PeopleSystems and Sustainability: This Week in the Global Environment

Maybe It IS Easy Being Green

Early debates (going back more than a decade now) regarding the potential impacts of global warming were backed up by ecological simulation models of primary production and plant biomass that ignored a key factor—carbon dioxide limitation of much of the vegetation in the biosphere. Recently, more sophisticated models have incorporated this parameter in one form or another, providing what are likely to be seen in retrospect as more accurate, precise, and well-calibrated projections of climate change effects.

This week, Science Daily (http://www.sciencedaily.com/releases/2013/05/130531105415.htm) presented a synopsis of work conducted by Randall Donahue and colleagues at the Australian Commonwealth Scientific and Industrial Research Organization (CSIRO) and published in the Geophysical Research Letters in which the authors attempted to sort out a signal of carbon dioxide increase from the “noise” of the many parameters, such as temperature and moisture affecting plant growth. 

The exercise was far from straightforward. Donahue and his people concentrated on arid areas where increased “green” could be quantified by contrast to the dry substrate (as opposed, say, to tropical or temperate forests where leaf cover already exceeds 100%, making remotely-sensed increases in leaf area impossible to ascertain). They established site-specific indices of maximum “green” attainable via a three-year moving average of moisture changes. Then they quantified green exceedances of the index, likely indicating the effect of carbon dioxide fertilization on the landscape. 

One thing the authors did not comment on is the fortuitous high value of forcing their work into arid regions. Desertification is one of the greatest environmental problems we face today. If carbon dioxide fertilization can, even incrementally, slow or reverse desertification in key areas of the Sahel, central Asia, the Americas, and even Australia, it will be an enormous boost to the ecological quality of the biosphere.

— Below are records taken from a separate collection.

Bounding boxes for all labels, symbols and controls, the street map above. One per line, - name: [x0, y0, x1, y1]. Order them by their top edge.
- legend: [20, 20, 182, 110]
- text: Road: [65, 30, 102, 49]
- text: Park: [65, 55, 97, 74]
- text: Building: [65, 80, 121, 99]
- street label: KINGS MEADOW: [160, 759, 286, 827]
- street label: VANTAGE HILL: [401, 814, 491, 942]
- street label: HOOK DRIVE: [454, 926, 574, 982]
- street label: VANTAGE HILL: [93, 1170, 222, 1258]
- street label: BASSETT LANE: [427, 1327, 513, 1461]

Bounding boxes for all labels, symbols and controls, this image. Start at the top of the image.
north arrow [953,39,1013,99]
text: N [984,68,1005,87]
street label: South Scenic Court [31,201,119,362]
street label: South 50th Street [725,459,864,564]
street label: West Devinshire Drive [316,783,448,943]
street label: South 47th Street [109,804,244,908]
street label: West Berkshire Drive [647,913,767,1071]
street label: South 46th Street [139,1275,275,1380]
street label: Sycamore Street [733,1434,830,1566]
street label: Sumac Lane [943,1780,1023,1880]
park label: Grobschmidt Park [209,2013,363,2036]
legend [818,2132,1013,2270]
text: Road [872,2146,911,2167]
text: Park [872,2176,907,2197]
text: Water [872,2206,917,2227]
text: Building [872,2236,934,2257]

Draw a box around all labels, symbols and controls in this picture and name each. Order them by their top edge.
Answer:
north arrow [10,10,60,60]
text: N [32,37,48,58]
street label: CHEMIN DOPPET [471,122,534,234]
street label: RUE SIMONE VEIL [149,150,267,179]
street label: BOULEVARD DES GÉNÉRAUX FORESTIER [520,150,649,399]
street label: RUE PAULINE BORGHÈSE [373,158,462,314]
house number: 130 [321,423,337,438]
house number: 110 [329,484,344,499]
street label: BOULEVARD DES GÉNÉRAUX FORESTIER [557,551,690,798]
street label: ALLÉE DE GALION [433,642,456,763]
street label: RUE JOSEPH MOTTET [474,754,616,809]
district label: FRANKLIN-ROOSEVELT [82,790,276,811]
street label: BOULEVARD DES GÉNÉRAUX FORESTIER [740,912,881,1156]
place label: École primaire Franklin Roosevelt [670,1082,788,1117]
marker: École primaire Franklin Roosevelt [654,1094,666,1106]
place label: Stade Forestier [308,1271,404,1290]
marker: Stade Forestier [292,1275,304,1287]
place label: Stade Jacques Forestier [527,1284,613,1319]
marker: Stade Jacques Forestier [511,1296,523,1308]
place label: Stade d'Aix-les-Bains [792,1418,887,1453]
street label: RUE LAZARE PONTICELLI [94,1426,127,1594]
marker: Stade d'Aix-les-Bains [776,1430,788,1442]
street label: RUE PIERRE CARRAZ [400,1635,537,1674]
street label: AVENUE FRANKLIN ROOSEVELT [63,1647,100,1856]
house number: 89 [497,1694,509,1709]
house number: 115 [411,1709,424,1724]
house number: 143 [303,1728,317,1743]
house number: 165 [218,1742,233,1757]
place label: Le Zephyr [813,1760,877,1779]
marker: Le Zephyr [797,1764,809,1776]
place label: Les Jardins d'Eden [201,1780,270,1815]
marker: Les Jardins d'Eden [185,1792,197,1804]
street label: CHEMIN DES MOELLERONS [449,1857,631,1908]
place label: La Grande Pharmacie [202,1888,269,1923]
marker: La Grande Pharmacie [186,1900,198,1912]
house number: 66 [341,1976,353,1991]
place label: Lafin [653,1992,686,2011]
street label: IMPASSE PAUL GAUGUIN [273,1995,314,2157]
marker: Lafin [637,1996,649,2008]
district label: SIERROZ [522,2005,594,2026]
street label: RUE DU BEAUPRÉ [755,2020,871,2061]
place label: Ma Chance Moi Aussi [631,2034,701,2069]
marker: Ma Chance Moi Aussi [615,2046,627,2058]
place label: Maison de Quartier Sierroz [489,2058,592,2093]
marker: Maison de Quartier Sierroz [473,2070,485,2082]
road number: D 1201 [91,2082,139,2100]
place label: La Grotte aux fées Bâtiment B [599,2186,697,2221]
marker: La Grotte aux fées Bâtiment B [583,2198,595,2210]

At the same time, it will feedback on human quality-of-life, offering reduced hardships in regions traditionally among the most challenging places for people to live.

I suggest we all take a deep breath and re-read the cover of our copy of The Hitchhiker’s Guide to the Galaxy, where it reads, in soothing green letters, “DON’T PANIC”. As scientists and environmental managers, it is critically important for us to be objective, to sort the good and bad effects of global climate change, and incorporate those in our communications to politicians and the public. In this case, CSIRO scores one for the good guys. Climate change may help truncate desertification. Time to tackle other items on the impact assessment list. But those are subjects for subsequent columns.